## What is expected
Skip every picture. Print each line from the one containing "Annotate the picture" through the end of the records below, word for word.

## Extracted data

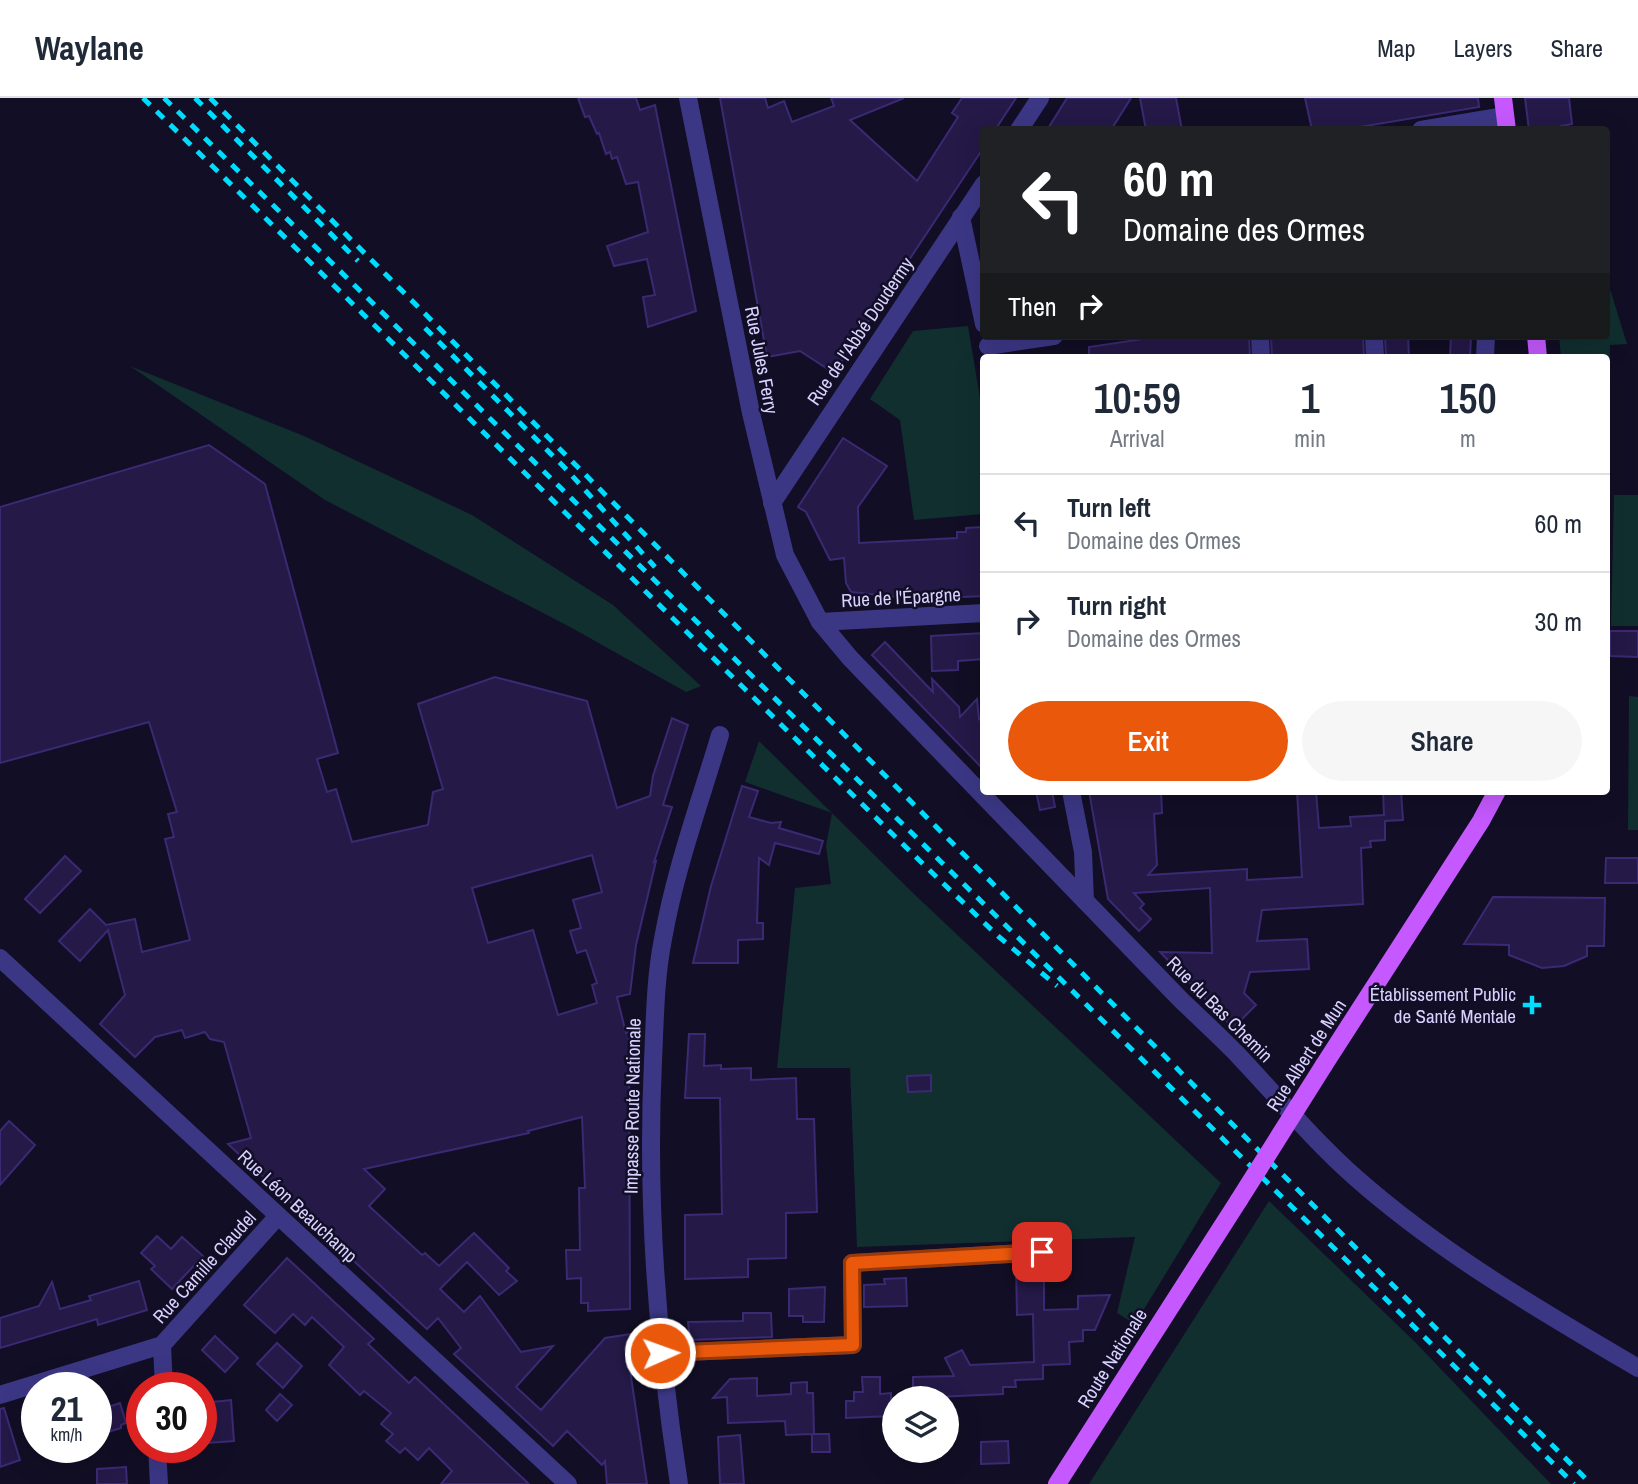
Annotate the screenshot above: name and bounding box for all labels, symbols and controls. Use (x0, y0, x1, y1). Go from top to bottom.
text: Waylane (35, 26, 144, 70)
text: Map (1377, 32, 1415, 64)
text: Layers (1453, 32, 1512, 64)
text: Share (1550, 32, 1603, 64)
text: 60 m (1123, 145, 1215, 211)
icon: left (1008, 154, 1099, 245)
text: Domaine des Ormes (1123, 208, 1365, 251)
street label: Rue de l'Abbé Doudermy (801, 252, 919, 410)
icon: right (1071, 287, 1109, 325)
text: Then (1008, 289, 1057, 324)
street label: Rue Jules Ferry (739, 304, 785, 416)
text: 10:59 (1093, 370, 1181, 426)
text: 1 (1300, 370, 1320, 426)
text: 150 (1439, 370, 1497, 426)
text: Arrival (1110, 423, 1164, 454)
text: min (1294, 423, 1326, 454)
text: m (1460, 423, 1476, 454)
text: Turn left (1067, 490, 1151, 525)
icon: left (1008, 504, 1046, 542)
text: 60 m (1535, 506, 1582, 541)
text: Domaine des Ormes (1067, 525, 1241, 556)
street label: Rue de l'Épargne (840, 581, 962, 613)
text: Turn right (1067, 588, 1166, 623)
icon: right (1008, 602, 1046, 640)
text: 30 m (1535, 604, 1582, 639)
text: Domaine des Ormes (1067, 623, 1241, 654)
button: Exit (1008, 701, 1288, 781)
button: Share (1302, 701, 1582, 781)
street label: Rue du Bas Chemin (1161, 950, 1279, 1068)
place label: Établissement Public de Santé Mentale (1370, 981, 1516, 1029)
street label: Rue Albert de Mun (1260, 994, 1352, 1116)
marker: Établissement Public de Santé Mentale (1522, 995, 1542, 1015)
street label: Impasse Route Nationale (617, 1018, 647, 1194)
street label: Rue Léon Beauchamp (232, 1144, 364, 1268)
street label: Rue Camille Claudel (147, 1205, 261, 1329)
pin (1012, 1222, 1072, 1282)
icon: arrive (1023, 1233, 1061, 1271)
street label: Route Nationale (1071, 1303, 1153, 1413)
position arrow (623, 1316, 697, 1390)
speed limit sign: 30 (126, 1372, 217, 1463)
text: 21 (51, 1385, 82, 1432)
map controls (882, 1386, 959, 1463)
button: layers (882, 1386, 959, 1463)
text: km/h (51, 1422, 83, 1447)

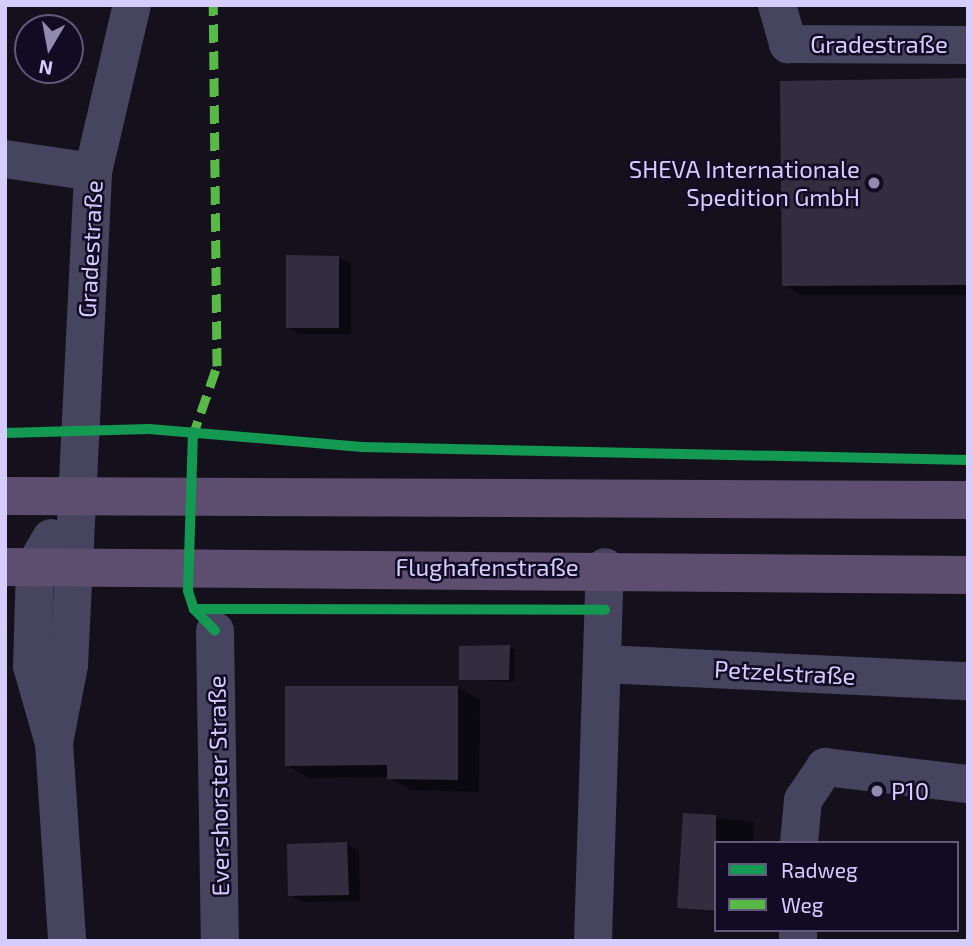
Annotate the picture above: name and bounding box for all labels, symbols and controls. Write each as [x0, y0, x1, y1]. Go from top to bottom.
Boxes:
north arrow [14, 14, 84, 84]
street label: Gradestraße [810, 30, 948, 58]
text: N [37, 56, 54, 81]
place label: SHEVA Internationale Spedition GmbH [628, 155, 860, 211]
marker: SHEVA Internationale Spedition GmbH [866, 175, 882, 191]
street label: Gradestraße [72, 179, 108, 319]
street label: Flughafenstraße [395, 553, 579, 581]
street label: Petzelstraße [714, 654, 856, 690]
street label: Evershorster Straße [202, 675, 234, 897]
place label: P10 [891, 777, 929, 805]
marker: P10 [869, 783, 885, 799]
legend [714, 841, 959, 932]
text: Radweg [781, 857, 858, 882]
text: Weg [781, 892, 824, 917]

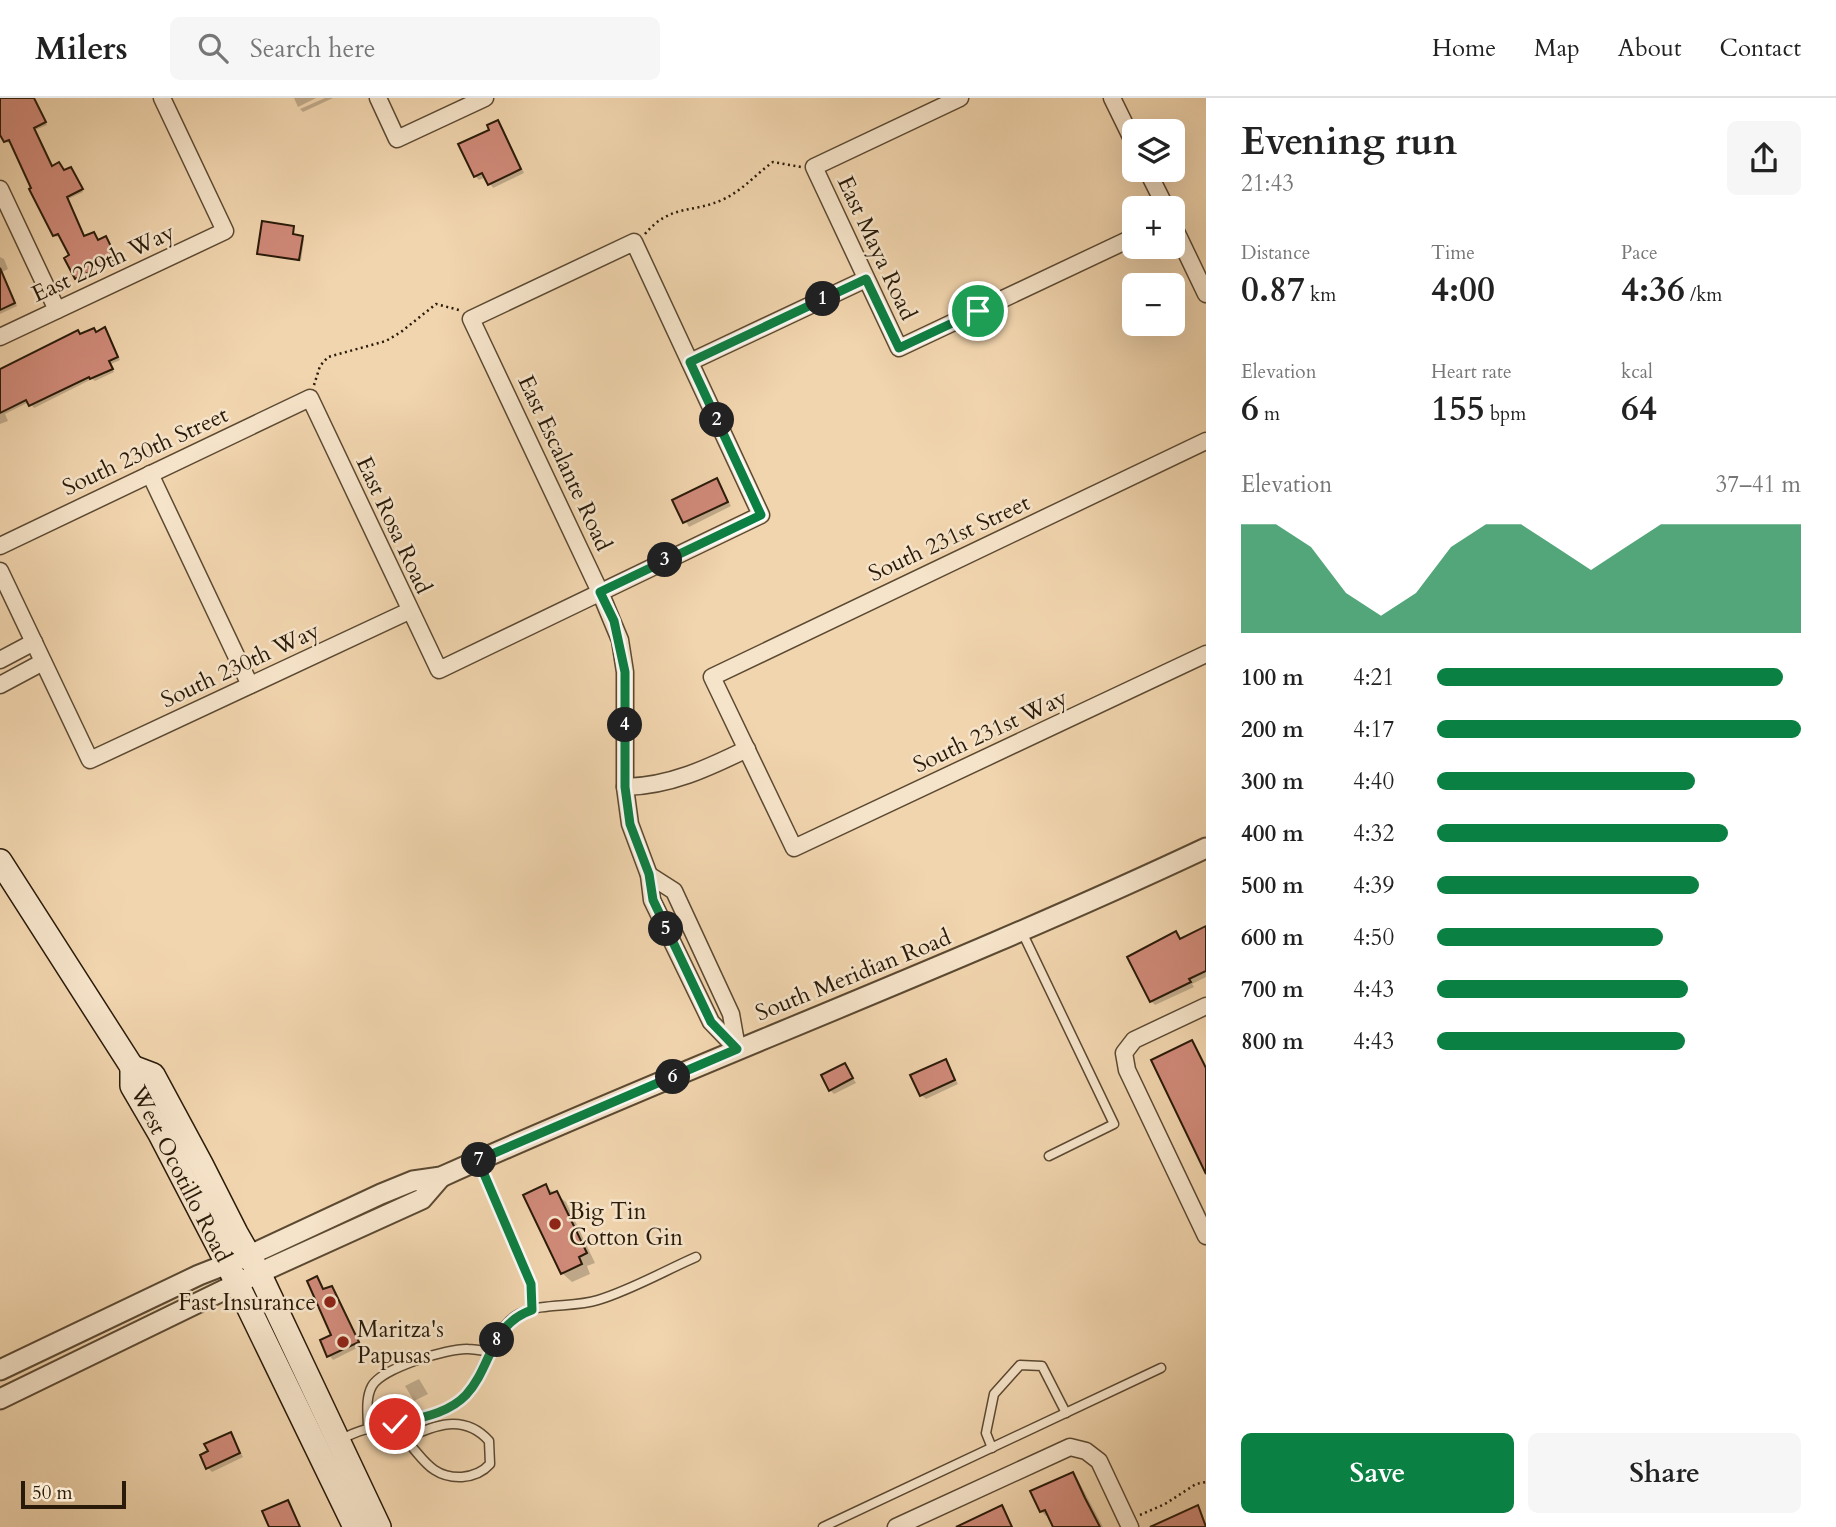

## Exercise solution
Annotate the picture above: name and bounding box for all labels, symbols and controls. Write each as [x0, y0, x1, y1]. Go from top to bottom.
Boxes:
north arrow [14, 14, 84, 84]
street label: Gradestraße [810, 30, 948, 58]
text: N [37, 56, 54, 81]
place label: SHEVA Internationale Spedition GmbH [628, 155, 860, 211]
marker: SHEVA Internationale Spedition GmbH [866, 175, 882, 191]
street label: Gradestraße [72, 179, 108, 319]
street label: Flughafenstraße [395, 553, 579, 581]
street label: Petzelstraße [714, 654, 856, 690]
street label: Evershorster Straße [202, 675, 234, 897]
place label: P10 [891, 777, 929, 805]
marker: P10 [869, 783, 885, 799]
legend [714, 841, 959, 932]
text: Radweg [781, 857, 858, 882]
text: Weg [781, 892, 824, 917]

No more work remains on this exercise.